_Exercise material:_
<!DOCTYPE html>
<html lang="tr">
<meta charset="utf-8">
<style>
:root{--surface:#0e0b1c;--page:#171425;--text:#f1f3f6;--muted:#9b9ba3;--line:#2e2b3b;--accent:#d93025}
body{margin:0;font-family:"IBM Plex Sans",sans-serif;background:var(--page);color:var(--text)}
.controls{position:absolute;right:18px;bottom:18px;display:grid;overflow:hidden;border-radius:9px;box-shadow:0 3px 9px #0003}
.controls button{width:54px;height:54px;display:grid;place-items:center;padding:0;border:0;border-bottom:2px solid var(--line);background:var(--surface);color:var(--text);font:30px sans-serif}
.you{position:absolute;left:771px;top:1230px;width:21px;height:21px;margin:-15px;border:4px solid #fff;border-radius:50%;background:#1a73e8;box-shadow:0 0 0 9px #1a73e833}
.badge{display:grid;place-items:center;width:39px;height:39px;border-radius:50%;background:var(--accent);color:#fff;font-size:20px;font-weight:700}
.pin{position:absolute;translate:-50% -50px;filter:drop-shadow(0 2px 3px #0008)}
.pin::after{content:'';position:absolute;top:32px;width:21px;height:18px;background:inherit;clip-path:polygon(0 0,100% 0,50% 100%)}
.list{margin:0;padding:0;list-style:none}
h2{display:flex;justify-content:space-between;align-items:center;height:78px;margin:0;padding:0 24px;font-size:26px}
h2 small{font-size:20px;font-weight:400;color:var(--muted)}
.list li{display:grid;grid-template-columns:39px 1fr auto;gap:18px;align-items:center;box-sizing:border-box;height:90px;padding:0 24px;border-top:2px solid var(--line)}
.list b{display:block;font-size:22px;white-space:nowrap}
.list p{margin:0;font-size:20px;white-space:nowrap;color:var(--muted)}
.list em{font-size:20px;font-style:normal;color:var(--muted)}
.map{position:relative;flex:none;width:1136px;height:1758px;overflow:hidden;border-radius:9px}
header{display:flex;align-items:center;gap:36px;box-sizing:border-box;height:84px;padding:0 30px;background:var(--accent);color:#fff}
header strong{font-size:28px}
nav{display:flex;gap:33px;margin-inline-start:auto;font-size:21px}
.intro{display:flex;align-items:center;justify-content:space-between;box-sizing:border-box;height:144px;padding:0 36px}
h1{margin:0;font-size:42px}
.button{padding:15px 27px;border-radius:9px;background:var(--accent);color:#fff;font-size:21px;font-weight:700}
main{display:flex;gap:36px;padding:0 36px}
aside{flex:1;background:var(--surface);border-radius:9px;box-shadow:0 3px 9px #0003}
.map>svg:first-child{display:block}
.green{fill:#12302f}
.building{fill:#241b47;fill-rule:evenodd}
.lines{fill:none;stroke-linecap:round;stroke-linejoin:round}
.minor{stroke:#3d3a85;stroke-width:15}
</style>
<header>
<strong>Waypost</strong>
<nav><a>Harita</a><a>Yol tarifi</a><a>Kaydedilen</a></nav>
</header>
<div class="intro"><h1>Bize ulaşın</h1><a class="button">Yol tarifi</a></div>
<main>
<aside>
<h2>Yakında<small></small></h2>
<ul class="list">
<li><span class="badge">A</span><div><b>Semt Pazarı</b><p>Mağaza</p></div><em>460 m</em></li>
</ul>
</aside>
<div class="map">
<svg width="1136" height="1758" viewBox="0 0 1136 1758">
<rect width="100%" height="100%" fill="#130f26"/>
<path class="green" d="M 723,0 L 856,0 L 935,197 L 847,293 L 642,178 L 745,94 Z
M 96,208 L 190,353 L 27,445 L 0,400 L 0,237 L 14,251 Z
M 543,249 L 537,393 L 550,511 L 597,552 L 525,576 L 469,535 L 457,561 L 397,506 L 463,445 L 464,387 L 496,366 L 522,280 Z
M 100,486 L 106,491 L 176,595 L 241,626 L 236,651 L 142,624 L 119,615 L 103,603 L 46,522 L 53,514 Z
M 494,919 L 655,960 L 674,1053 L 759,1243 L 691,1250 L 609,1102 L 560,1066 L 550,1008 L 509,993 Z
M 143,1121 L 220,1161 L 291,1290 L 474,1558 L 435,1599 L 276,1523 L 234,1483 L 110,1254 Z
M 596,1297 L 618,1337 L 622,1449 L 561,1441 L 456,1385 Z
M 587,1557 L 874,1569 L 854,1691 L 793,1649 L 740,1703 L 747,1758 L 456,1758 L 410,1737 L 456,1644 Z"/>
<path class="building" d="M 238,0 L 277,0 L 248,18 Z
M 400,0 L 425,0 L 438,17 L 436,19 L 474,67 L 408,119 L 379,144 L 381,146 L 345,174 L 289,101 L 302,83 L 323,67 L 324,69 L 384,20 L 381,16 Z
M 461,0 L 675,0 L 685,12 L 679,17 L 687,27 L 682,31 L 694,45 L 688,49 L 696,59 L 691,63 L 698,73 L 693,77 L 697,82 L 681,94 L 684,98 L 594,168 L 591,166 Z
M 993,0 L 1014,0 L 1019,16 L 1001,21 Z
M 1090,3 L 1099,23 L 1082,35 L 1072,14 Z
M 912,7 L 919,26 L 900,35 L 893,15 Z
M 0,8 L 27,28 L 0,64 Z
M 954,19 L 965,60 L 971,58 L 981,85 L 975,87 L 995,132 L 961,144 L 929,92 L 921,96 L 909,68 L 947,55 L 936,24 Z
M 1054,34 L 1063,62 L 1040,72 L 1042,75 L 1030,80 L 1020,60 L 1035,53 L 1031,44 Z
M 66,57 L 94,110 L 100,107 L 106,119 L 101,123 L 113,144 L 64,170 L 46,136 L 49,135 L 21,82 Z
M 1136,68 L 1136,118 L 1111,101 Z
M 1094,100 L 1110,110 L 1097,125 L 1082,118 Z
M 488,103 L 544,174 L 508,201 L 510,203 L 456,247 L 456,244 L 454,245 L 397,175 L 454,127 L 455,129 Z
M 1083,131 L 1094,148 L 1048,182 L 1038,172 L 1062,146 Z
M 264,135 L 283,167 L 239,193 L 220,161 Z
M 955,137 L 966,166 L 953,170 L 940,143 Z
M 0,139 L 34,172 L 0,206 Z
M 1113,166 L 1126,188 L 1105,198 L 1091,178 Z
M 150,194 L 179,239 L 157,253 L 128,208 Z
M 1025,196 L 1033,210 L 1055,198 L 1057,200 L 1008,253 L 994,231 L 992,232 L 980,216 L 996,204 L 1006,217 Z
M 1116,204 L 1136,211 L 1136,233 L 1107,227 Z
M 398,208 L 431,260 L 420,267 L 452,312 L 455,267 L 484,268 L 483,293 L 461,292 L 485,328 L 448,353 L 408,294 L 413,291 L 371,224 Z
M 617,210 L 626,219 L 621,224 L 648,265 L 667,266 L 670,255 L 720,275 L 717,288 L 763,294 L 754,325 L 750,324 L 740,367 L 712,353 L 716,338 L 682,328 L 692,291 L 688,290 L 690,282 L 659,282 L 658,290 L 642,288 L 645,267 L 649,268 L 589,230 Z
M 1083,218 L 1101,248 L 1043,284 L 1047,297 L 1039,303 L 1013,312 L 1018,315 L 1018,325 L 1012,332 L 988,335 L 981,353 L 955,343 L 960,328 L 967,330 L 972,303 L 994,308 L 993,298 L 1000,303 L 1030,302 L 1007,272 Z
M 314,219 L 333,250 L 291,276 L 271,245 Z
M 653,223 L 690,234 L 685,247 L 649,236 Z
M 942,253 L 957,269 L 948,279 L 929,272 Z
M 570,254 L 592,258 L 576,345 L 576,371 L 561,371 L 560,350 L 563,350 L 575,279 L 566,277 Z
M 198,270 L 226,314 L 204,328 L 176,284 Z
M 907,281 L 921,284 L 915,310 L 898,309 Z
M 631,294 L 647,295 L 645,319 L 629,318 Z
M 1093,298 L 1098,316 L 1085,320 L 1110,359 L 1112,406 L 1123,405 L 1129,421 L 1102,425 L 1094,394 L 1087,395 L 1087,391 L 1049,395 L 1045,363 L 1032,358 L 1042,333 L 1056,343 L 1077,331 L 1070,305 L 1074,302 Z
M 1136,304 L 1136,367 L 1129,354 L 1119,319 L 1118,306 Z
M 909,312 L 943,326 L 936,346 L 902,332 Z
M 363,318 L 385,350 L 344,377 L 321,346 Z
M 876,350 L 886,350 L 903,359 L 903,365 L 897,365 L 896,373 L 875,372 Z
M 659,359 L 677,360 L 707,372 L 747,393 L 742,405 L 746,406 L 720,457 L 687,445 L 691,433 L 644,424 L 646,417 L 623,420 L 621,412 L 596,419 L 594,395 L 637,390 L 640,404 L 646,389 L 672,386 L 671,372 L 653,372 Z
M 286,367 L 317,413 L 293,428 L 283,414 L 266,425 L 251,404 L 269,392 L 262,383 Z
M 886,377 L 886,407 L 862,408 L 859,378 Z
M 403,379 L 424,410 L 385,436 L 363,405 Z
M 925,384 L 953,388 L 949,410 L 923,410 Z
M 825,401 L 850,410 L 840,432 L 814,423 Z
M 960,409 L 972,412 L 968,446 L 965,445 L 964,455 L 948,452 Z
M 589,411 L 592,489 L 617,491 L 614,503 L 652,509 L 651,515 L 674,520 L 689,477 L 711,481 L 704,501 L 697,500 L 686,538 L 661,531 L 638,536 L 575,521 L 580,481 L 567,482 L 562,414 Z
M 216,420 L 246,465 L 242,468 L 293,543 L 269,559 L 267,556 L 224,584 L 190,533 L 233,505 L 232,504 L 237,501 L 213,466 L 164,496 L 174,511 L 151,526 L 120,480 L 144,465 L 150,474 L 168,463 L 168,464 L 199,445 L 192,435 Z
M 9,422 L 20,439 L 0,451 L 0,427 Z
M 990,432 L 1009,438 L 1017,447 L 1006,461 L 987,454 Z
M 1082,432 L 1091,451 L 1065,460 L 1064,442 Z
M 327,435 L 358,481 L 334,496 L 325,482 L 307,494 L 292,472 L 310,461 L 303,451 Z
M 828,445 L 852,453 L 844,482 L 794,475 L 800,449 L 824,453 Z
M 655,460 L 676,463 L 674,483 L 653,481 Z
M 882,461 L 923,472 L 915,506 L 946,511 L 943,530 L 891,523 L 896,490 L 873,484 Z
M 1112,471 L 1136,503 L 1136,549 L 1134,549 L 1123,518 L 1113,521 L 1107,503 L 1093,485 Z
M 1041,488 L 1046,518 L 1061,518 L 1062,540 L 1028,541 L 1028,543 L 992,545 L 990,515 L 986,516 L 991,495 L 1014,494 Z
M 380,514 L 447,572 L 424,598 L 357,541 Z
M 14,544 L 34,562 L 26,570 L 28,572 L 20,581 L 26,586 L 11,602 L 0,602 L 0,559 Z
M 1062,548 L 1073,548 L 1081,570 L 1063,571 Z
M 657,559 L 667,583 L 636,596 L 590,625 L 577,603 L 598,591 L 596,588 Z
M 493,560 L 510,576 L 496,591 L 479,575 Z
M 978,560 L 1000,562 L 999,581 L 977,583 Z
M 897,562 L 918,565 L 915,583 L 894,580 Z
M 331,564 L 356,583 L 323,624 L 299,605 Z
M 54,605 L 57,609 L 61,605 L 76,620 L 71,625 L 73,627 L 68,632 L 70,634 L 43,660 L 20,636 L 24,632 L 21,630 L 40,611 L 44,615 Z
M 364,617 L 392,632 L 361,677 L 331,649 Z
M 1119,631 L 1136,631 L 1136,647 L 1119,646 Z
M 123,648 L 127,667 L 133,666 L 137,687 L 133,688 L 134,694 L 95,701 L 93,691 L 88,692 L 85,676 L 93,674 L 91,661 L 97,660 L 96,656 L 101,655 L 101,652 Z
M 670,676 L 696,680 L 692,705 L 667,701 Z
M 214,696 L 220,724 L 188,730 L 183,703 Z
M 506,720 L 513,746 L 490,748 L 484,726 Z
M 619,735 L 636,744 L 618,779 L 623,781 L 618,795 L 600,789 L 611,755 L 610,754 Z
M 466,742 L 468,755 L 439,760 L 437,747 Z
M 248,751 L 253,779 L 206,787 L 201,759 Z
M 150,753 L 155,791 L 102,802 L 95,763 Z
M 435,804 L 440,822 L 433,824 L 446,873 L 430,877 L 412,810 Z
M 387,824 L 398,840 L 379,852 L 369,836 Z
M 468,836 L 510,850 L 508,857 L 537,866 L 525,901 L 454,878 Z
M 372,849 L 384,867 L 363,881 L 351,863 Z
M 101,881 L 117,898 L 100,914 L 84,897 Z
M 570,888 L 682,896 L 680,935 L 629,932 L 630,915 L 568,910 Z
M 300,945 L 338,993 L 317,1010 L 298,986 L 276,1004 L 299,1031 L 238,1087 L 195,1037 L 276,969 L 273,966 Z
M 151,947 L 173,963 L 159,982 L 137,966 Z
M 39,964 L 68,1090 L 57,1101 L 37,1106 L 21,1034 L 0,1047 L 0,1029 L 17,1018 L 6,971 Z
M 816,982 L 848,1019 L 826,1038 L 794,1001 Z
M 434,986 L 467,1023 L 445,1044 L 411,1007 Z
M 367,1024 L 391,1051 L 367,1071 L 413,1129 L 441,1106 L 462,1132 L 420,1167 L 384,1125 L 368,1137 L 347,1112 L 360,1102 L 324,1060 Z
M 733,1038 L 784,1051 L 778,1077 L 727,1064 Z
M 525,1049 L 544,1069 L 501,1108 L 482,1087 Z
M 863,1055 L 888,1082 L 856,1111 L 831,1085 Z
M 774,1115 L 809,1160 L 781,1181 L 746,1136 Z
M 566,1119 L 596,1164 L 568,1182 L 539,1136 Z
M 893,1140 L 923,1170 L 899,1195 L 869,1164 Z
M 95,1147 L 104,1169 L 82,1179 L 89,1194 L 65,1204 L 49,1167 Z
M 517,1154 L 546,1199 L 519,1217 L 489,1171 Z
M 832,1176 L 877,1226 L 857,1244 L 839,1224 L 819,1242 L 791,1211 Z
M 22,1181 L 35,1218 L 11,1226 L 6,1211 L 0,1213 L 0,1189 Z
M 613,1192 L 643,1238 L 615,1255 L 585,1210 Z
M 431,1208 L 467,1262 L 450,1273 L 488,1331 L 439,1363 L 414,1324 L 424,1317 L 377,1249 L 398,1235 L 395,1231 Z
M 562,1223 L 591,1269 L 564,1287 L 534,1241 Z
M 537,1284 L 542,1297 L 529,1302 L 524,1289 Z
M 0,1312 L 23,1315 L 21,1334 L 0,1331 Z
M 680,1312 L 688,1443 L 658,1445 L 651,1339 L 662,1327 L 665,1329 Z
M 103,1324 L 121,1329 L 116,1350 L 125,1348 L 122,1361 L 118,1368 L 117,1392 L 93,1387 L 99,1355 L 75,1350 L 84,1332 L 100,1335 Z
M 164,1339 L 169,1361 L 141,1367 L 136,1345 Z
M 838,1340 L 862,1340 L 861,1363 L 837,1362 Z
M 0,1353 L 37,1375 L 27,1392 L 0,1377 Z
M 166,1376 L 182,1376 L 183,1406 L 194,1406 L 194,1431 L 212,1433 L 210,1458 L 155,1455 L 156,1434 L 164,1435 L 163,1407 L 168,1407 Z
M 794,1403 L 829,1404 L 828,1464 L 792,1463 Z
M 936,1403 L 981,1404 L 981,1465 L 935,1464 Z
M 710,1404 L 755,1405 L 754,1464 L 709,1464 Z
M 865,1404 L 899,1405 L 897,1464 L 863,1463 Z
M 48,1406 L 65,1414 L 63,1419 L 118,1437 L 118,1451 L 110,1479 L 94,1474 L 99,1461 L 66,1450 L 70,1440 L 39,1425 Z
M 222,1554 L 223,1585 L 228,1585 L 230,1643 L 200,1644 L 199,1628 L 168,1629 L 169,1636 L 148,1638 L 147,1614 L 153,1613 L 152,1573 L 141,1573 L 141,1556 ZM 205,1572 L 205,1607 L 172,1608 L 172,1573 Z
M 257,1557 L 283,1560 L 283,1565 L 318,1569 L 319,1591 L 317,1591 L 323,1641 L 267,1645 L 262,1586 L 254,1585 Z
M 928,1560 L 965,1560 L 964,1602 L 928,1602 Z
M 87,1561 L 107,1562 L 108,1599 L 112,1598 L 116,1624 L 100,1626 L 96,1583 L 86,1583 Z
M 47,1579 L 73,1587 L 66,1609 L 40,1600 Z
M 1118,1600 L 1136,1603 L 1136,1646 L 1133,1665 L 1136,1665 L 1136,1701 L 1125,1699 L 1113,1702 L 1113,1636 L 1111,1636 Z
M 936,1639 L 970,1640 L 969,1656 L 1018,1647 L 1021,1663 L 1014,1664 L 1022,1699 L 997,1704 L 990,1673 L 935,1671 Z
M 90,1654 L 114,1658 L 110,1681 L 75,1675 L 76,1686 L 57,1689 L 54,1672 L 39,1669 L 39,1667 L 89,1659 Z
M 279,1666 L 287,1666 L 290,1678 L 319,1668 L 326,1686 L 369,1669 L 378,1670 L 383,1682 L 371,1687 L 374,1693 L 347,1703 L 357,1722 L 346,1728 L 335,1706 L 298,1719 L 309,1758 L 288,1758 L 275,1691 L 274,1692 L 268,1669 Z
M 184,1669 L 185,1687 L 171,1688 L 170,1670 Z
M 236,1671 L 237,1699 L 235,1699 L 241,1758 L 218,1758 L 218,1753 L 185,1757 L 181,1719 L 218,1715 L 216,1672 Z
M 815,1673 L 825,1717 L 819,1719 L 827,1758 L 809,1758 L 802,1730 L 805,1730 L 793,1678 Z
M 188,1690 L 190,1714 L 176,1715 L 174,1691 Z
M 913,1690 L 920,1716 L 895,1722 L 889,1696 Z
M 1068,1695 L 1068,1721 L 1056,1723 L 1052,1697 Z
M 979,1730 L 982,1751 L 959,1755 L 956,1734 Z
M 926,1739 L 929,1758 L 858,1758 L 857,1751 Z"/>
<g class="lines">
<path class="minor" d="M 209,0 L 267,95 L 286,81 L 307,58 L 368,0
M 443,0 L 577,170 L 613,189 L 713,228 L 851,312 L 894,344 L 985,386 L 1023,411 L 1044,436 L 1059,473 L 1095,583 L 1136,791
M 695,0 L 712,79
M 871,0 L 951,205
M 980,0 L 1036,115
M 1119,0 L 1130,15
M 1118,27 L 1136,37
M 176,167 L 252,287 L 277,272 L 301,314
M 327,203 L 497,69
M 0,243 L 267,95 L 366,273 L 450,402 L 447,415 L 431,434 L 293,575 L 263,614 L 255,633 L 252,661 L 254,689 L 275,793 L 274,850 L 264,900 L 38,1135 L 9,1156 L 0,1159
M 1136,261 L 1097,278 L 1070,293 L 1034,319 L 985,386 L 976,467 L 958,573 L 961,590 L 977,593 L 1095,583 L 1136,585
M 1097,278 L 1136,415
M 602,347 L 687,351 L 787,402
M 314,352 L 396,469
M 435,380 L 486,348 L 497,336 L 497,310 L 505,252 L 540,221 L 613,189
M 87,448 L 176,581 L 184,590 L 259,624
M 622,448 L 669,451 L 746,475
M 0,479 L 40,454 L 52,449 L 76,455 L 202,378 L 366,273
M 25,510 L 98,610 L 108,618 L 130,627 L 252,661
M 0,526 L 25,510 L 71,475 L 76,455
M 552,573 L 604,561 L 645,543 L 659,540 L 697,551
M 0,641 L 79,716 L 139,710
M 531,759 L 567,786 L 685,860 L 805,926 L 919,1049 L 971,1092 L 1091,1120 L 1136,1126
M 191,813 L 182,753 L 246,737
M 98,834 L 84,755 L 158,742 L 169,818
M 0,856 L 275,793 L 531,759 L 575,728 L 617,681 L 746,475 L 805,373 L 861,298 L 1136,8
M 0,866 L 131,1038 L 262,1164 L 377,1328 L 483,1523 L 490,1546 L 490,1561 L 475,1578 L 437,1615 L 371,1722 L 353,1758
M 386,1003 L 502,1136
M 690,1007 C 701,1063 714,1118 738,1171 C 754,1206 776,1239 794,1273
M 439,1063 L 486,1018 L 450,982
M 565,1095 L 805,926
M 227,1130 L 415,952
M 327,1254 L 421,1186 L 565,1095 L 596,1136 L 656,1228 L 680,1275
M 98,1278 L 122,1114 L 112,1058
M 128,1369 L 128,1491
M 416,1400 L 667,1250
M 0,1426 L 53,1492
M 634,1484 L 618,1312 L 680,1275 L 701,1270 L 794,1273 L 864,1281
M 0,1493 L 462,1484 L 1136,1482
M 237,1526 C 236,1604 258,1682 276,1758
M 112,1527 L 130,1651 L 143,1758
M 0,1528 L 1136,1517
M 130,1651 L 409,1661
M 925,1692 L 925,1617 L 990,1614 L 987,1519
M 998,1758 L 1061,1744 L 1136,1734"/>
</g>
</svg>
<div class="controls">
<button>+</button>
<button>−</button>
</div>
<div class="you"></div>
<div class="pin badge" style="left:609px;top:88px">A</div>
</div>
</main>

_Task objective:_
Scan the material for lines with the word "place", and copy each line you find.

_Exercise answer:_
.controls button{width:54px;height:54px;display:grid;place-items:center;padding:0;border:0;border-bottom:2px solid var(--line);background:var(--surface);color:var(--text);font:30px sans-serif}
.badge{display:grid;place-items:center;width:39px;height:39px;border-radius:50%;background:var(--accent);color:#fff;font-size:20px;font-weight:700}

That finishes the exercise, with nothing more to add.